• [DIRECTIONS FOR THIS TASK] Return only the stretch of the material below that begins with the line containing "display:block; font-size:42px; line-height:51px" and ends with the line containing "display:flex; gap:12px; margin-top:auto;", exactly; both of those lines belong to it.

• [INPUT]
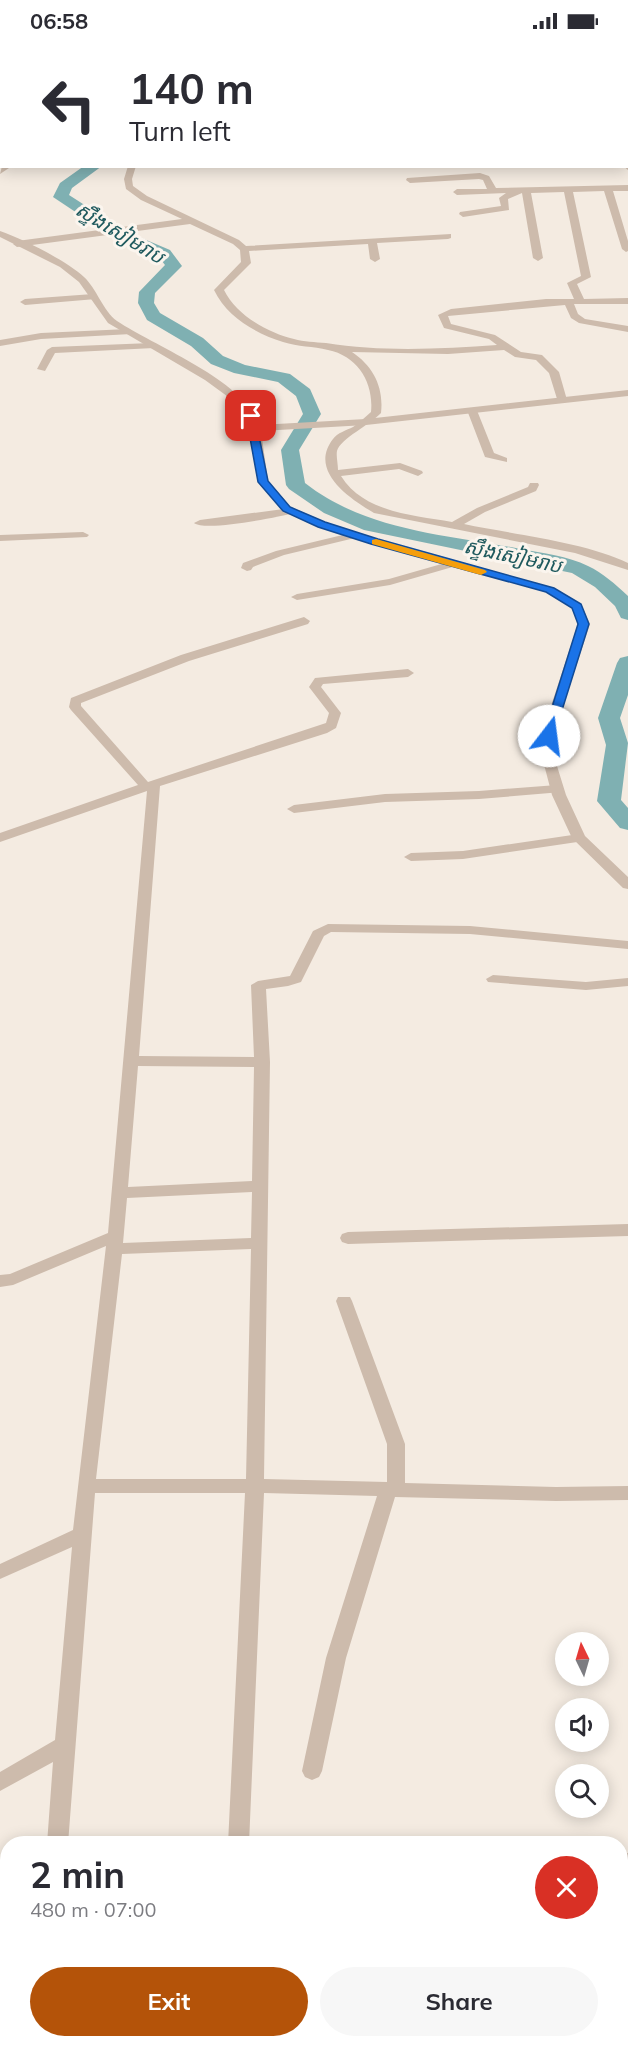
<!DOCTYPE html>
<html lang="en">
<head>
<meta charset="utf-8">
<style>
	body { margin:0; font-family:Mulish,"Noto Sans Khmer",sans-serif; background:#f7f7f7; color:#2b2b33; height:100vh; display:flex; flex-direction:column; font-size:22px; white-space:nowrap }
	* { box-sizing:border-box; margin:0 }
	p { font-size:20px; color:#7c7c81 }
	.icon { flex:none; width:33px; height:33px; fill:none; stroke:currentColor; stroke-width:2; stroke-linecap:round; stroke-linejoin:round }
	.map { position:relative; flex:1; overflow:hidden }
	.sheet { position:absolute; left:0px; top:1794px; width:628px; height:212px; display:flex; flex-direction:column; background:#fff; border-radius:24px 24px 0 0; box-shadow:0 3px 15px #0003 }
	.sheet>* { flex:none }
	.hud { position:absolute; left:0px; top:0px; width:628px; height:126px; box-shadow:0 3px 15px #0003; background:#fff; color:#2b2b33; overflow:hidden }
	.needle { width:39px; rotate:355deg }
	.fabs { position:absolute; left:555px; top:1590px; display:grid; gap:12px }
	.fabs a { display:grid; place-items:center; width:54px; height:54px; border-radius:50%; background:#fff; box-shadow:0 3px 15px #0003; font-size:30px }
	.pin { position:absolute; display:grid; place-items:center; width:51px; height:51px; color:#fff; margin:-26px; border-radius:12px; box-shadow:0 3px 9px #0006 }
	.me { position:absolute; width:66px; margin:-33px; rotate:15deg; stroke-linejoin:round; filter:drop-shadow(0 0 4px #0008) }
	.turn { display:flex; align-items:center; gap:21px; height:126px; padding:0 30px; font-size:27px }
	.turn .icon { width:78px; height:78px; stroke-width:2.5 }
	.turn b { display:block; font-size:42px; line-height:51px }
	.round { display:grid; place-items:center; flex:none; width:63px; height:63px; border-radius:32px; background:#f7f7f7 }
	.summary { display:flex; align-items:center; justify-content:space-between; height:102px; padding:0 30px }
	h1 { font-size:36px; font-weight:700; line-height:45px }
	.cta { display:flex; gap:12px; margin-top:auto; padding:12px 30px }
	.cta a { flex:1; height:69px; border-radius:36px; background:#b45309; color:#fff; font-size:24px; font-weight:700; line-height:69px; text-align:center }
	.cta a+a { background:#f7f7f7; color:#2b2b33 }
	.status { display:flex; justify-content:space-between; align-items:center; height:42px; padding:0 30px; background:#fff; direction:ltr }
	.status svg { height:16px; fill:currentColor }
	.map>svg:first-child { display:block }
</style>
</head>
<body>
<div class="status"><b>06:58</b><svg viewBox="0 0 49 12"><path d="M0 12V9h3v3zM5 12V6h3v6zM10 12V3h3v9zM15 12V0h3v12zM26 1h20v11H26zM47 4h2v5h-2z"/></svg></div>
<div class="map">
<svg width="628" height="2005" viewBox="0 0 628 2005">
	<rect width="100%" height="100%" fill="#f4ebe1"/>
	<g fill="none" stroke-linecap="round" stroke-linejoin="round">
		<g fill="#7fb0b2" fill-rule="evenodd">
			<polygon points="191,0 205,0 190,2"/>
			<path d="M84 124H102L72 146 69 153 125 189 170 208 182 224 155 251 154 261 160 271 203 296 223 314 245 323 290 332 310 347 321 372 299 408 305 441C366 489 448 493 521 507 542 511 568 514 588 524 603 531 615 542 628 554V578L621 576 615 564 595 545 572 531 364 488 324 471 289 447 286 443 281 408 303 372 296 354 278 340 234 331 211 322 191 304 147 278 138 261 139 250 165 223 158 214 113 195 53 155 60 141Z"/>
			<polygon points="628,614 628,653 620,676 628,701 621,758 628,766 628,788 620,786 597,759 606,703 598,676 617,621 620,616"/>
		</g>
		<g fill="#cdbbac" fill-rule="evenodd">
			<polygon points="57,0 65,0 57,2"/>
			<polygon points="220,0 232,2 220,2"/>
			<polygon points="480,0 488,0 488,2 481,2"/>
			<rect x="572" y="0" width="8" height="2"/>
			<polygon points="624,0 628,0 628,4 624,2"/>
			<polygon points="0,4 2,4 0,9"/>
			<rect x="0" y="33" width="2" height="4"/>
			<polygon points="0,65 2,65 0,70"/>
			<rect x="627" y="107" width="1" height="4"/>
			<polygon points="627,121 628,122 628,128 623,124 627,124"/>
			<path d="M128 124H136L132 137 133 144 147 154 239 198 246 204 451 192V196L448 197 377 201 380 217 375 220 370 217 368 202 249 209 251 221 224 248C236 273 268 291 294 297 304 300 315 300 326 301 381 310 441 307 497 303L489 297 444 286 438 273 451 267 546 257H574L567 241 581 234 564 150 531 151 543 216 538 219 533 216 522 151 508 157 509 168 463 175 459 172 460 170 501 164 499 156 506 151 457 153 453 150 457 147H487L483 138 479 137 410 141 406 138 407 136 480 131 489 134 496 146 628 143V149H613L628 199V209L626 210 622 207 604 149 573 150 591 235 577 242 584 257 628 256V262H574L578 272 585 277 628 284V290L579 281 571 276 565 263 448 274 451 282 495 293 521 310 542 313 559 330 567 358 566 360H558L549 331 536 318 515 315 504 308 448 312 352 310C373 324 384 345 381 371 371 382 340 397 337 409 336 414 338 422 338 428L400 421 422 429 423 431 418 434 399 427 341 434C364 471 414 473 452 480L477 466 528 445 530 441H538L539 443 536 449 485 470 464 482C511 492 586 500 628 521V528L575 511 374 471C350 457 308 429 333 397 337 391 347 388 353 385 359 381 365 375 371 370 374 341 358 314 328 308 313 304 298 305 283 300 255 291 227 275 214 248L241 220 240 208 233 202 190 182 17 205 13 202 17 199 182 177 141 158 126 147 124 137Z"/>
			<polygon points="93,252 96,253 96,257 25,263 20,260 25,257"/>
			<polygon points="128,287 133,290 131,292 41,297 0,304 0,298 41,291"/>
			<polygon points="151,301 154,302 154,306 55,311 45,329 37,327 47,308 52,305"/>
			<polygon points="468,366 476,366 494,411 507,416 507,420 485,415 467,368"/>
			<path d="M291 466 295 467V471C277 475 206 490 194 481L200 478Z"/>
			<polygon points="83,490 89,493 87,495 0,499 0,493"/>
			<polygon points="355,490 359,491 359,495 284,513 253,525 251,528 247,529 241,526 243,521 276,509"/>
			<polygon points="452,519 458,522 456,524 390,543 297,558 291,555 297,552 389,537"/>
			<path d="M304 575 310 579 308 582 189 619 81 661V664L148 740 326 681 329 671 309 645 315 636 408 627 414 631 408 635 323 642 321 645 341 671 336 686 327 691 160 744 139 1014 254 1015 251 943 258 939 290 934 313 889 328 882 470 884 628 899V907L470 892 331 890 324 894 301 940 288 944 266 947 270 1020 264 1437 387 1440V1402L336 1259 338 1255H350L352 1259 405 1402V1441L556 1445 628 1444V1458L556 1459 395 1455 346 1616 322 1729 319 1735 312 1738 305 1735 302 1729 326 1616 377 1454 264 1451 249 1802H228L245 1451H95L68 1802H47L53 1720 0 1749V1730L55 1698 72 1505 0 1537V1522L73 1488 106 1204 13 1243 0 1245V1233L10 1232 108 1191 147 749 0 800V791L138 743 71 668 69 665 71 656 181 613ZM138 1024 254 1025 252 1139 128 1145ZM252 1150 251 1196 123 1201 127 1156ZM251 1207 246 1437H96L122 1212Z"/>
			<polygon points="557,743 564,747 562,750 479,757 385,760 294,771 287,767 294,763 385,752 479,749"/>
			<polygon points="579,792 586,796 584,799 463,817 411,819 404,815 411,811 463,809"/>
			<polygon points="493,933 586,940 628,936 628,944 586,948 488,940 486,937"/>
			<polygon points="628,1182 628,1194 348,1202 342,1200 340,1196 342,1192 348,1190"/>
			<rect x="28" y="1998" width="22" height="7"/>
			<polygon points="117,1998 140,1998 137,2005 120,2005"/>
			<rect x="217" y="1998" width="22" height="7"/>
		</g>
		<g fill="#cdbbac" fill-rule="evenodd">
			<polygon points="164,0 172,0 163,2"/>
			<polygon points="12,124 0,132 2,124"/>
			<path d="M0 189C23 197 67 219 84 235 97 247 103 269 117 279 156 305 244 338 259 383L366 377 628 348V354L366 383 261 389 268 439 291 465 325 480 378 497 554 546 581 562 590 582 557 682 553 711 566 753 585 794 628 835V847L623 846 572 796 552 753 541 711 545 682 578 582 572 566 546 550 370 501 317 484 283 469 258 440 250 386 246 375 231 357 205 338 108 281 79 240 60 225 0 195Z"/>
			<polygon points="628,1811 628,1856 621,1858 621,1813"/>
			<polygon points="621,1979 628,1981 628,2005 612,2005 611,1998 621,1998"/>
		</g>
	</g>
	<polygon fill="#1a73e8" stroke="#114b97" stroke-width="1.5" points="251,371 255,374 268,439 290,465 325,480 378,497 554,546 581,562 589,582 553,697 545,697 543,694 578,582 572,566 546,550 371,502 318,485 283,469 258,440 246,374"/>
	<polygon fill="#f59e0b" points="376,497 485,528 487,530 481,533 372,502 372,498"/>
	<g text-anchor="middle" stroke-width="6" stroke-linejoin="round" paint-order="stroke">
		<g font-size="20" font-style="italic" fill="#1f5a5e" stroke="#fbf5ee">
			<text transform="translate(120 191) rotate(31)" y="7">ស្ទឹងសៀមរាប</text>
			<text transform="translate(513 514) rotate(12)" y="7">ស្ទឹងសៀមរាប</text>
		</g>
	</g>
</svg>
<div class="fabs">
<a><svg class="needle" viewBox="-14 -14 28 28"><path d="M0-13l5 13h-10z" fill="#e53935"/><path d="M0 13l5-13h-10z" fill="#7c7c81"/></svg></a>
<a><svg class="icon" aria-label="sound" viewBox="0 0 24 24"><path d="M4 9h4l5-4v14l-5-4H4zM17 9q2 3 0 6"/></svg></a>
<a><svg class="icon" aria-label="search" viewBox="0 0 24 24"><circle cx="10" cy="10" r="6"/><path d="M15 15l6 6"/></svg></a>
</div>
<div class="pin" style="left:251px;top:374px;background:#d93025"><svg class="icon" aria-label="arrive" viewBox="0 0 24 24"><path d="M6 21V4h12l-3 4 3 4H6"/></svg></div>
<svg class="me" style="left:549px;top:694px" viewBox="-20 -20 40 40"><circle r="19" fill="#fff"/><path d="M0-13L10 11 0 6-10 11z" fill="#1a73e8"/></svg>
<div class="hud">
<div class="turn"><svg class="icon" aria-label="left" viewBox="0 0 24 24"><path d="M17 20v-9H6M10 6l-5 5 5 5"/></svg><div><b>140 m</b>Turn left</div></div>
</div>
<section class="sheet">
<div class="summary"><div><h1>2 min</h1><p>480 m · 07:00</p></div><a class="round" style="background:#d93025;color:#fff"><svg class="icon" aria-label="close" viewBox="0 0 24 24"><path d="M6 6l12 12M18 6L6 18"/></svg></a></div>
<div class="cta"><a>Exit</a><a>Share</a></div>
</section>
</div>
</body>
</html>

• [WRITTEN RESPONSE]
	.turn b { display:block; font-size:42px; line-height:51px }
	.round { display:grid; place-items:center; flex:none; width:63px; height:63px; border-radius:32px; background:#f7f7f7 }
	.summary { display:flex; align-items:center; justify-content:space-between; height:102px; padding:0 30px }
	h1 { font-size:36px; font-weight:700; line-height:45px }
	.cta { display:flex; gap:12px; margin-top:auto; padding:12px 30px }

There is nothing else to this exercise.